As the fleet neared Gaza, there was chanting on the Mavi Marmara: “Khaybar, Khaybar, ya Yahud, Jaish Muhammad saya’ud” – meaning, “Oh Jews, remember Khaybar; the army of Mohammed is returning!” This was an allusion to a seventh century massacre and expulsion by Muslims of a Jewish tribe in Khaybar, a town in what today is Saudi Arabia. Palestinian news carried reports of a woman passenger asserting, “We await one of two good things: to achieve martyrdom or to reach the shore of Gaza.”
Late on the night of May 30, with the flotilla within a hundred nautical miles of Gaza, the Israeli navy verbally admonished the ships that they were approaching “an area of hostility which is under a naval blockade.” The announcement emphasized that “the Israeli government supports delivery of humanitarian supplies to the civilian population of the Gaza Strip.” The navy thus invited the flotilla to divert course and enter Israel’s Ashod Port. There, any authentic humanitarian aid would be inspected and then transferred into Gaza “through formal land crossings.” Flotilla passengers were assured that they would be allowed to observe the inspection, after which they could safely head back home.
The flotilla ignored these entreaties and kept provocatively advancing. In the early morning hours of May 31, with the flotilla now 70 nautical miles from the coast, Israeli navy vessels approached. IDF personnel were able to board five of the six ships, whose pro-Palestinian activists, having made their point, offered little resistance.
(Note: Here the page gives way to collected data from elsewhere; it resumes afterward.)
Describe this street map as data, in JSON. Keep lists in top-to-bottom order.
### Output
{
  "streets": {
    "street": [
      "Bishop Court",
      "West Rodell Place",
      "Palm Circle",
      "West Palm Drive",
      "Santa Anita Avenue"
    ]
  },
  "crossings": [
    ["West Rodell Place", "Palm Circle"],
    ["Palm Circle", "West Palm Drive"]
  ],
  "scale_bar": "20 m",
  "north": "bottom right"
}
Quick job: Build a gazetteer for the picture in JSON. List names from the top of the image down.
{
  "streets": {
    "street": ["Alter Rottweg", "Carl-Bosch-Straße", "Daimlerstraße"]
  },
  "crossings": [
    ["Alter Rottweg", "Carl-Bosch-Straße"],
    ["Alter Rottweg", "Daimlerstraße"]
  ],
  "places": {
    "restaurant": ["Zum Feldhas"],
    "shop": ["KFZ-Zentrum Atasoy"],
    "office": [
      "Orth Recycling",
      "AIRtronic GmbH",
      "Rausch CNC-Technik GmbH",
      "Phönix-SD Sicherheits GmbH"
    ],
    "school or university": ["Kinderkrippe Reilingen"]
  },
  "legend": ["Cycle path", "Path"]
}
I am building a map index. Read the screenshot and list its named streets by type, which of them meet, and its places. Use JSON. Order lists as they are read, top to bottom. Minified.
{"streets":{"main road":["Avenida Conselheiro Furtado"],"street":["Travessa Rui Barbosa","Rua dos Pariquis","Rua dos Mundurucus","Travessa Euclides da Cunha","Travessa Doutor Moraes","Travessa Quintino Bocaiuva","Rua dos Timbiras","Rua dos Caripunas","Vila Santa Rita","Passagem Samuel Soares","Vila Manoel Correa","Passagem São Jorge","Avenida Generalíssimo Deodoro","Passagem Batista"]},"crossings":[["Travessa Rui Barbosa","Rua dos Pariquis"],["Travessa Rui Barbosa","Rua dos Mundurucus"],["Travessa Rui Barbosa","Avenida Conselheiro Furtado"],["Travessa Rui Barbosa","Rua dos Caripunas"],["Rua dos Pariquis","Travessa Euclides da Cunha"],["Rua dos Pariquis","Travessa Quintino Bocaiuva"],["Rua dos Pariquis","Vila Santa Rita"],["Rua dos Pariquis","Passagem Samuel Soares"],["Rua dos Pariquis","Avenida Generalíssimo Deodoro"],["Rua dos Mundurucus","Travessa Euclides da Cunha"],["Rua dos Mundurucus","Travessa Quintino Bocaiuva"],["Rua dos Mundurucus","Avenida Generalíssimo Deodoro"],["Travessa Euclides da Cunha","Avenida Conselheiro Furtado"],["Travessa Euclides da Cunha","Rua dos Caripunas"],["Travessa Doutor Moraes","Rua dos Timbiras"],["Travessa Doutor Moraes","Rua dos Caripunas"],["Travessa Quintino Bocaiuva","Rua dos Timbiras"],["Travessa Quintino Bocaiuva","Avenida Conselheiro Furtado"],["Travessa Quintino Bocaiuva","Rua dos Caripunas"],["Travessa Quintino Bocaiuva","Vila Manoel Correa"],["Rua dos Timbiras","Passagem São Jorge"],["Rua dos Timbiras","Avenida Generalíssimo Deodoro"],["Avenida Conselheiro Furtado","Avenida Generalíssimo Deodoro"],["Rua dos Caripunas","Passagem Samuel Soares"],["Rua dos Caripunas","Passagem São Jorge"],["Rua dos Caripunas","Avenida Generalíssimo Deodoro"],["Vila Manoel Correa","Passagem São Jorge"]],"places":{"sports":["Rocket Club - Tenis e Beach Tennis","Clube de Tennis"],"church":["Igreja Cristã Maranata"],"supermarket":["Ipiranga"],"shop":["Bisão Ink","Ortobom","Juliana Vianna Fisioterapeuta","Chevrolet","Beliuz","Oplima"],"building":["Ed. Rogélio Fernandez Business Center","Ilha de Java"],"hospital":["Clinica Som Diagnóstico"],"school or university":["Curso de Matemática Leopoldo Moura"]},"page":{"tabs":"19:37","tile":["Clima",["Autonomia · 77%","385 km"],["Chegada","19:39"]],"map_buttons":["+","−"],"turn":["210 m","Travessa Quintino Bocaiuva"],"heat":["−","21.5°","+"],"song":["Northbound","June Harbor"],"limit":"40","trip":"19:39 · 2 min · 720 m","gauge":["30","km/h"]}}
Things were very different on the Mavi Marmara. IHH operatives prepared for battle: donning their vests and masks, readying their weapons, and denying to non-combatant passengers any access to the main deck – which was strewn with bolts and screws to make for unsure footing when IDF forces came aboard. Pursuant to Yildirm’s instructions, IHH operatives were to prevent IDF personnel getting on the ship, and to throw into the sea any who did manage to land.
At about 4:30 a.m., commandos aboard Israeli speedboats attempted to board the Mavi Marmara, but their grappling hooks were thrown back at them by IHH operatives. Minutes later, the IDF deployed helicopters from which commandos rappelled down to the ship, using three “flash bang” stun grenades, but no gunfire, to facilitate their descent. Hoping a show of force would allow them to take the ship without causing any loss of life, the commandos were primarily armed with paint-ball guns. They also carried side-arms loaded with live ammunition for use only if self-defense required it.
When they began landing on the deck, they were shot at and savagely beaten by IHH operatives wielding clubs, knives and slingshots. One Israeli participant in the raid provided this chilling account:
My commander was the first soldier that rappelled down from the helicopter to the ship. When he touched ground, he got hit in the head with a pole and stabbed in the stomach with a knife. When he drew out his secondary weapon – a handgun (his primary weapon was a regular paintball gun: “Tippman 98 custom”) – he was shot in the leg. He managed to fire a single shot before he was tossed from the balcony by 4 Arab activists, to the lower deck (a 12 feet fall).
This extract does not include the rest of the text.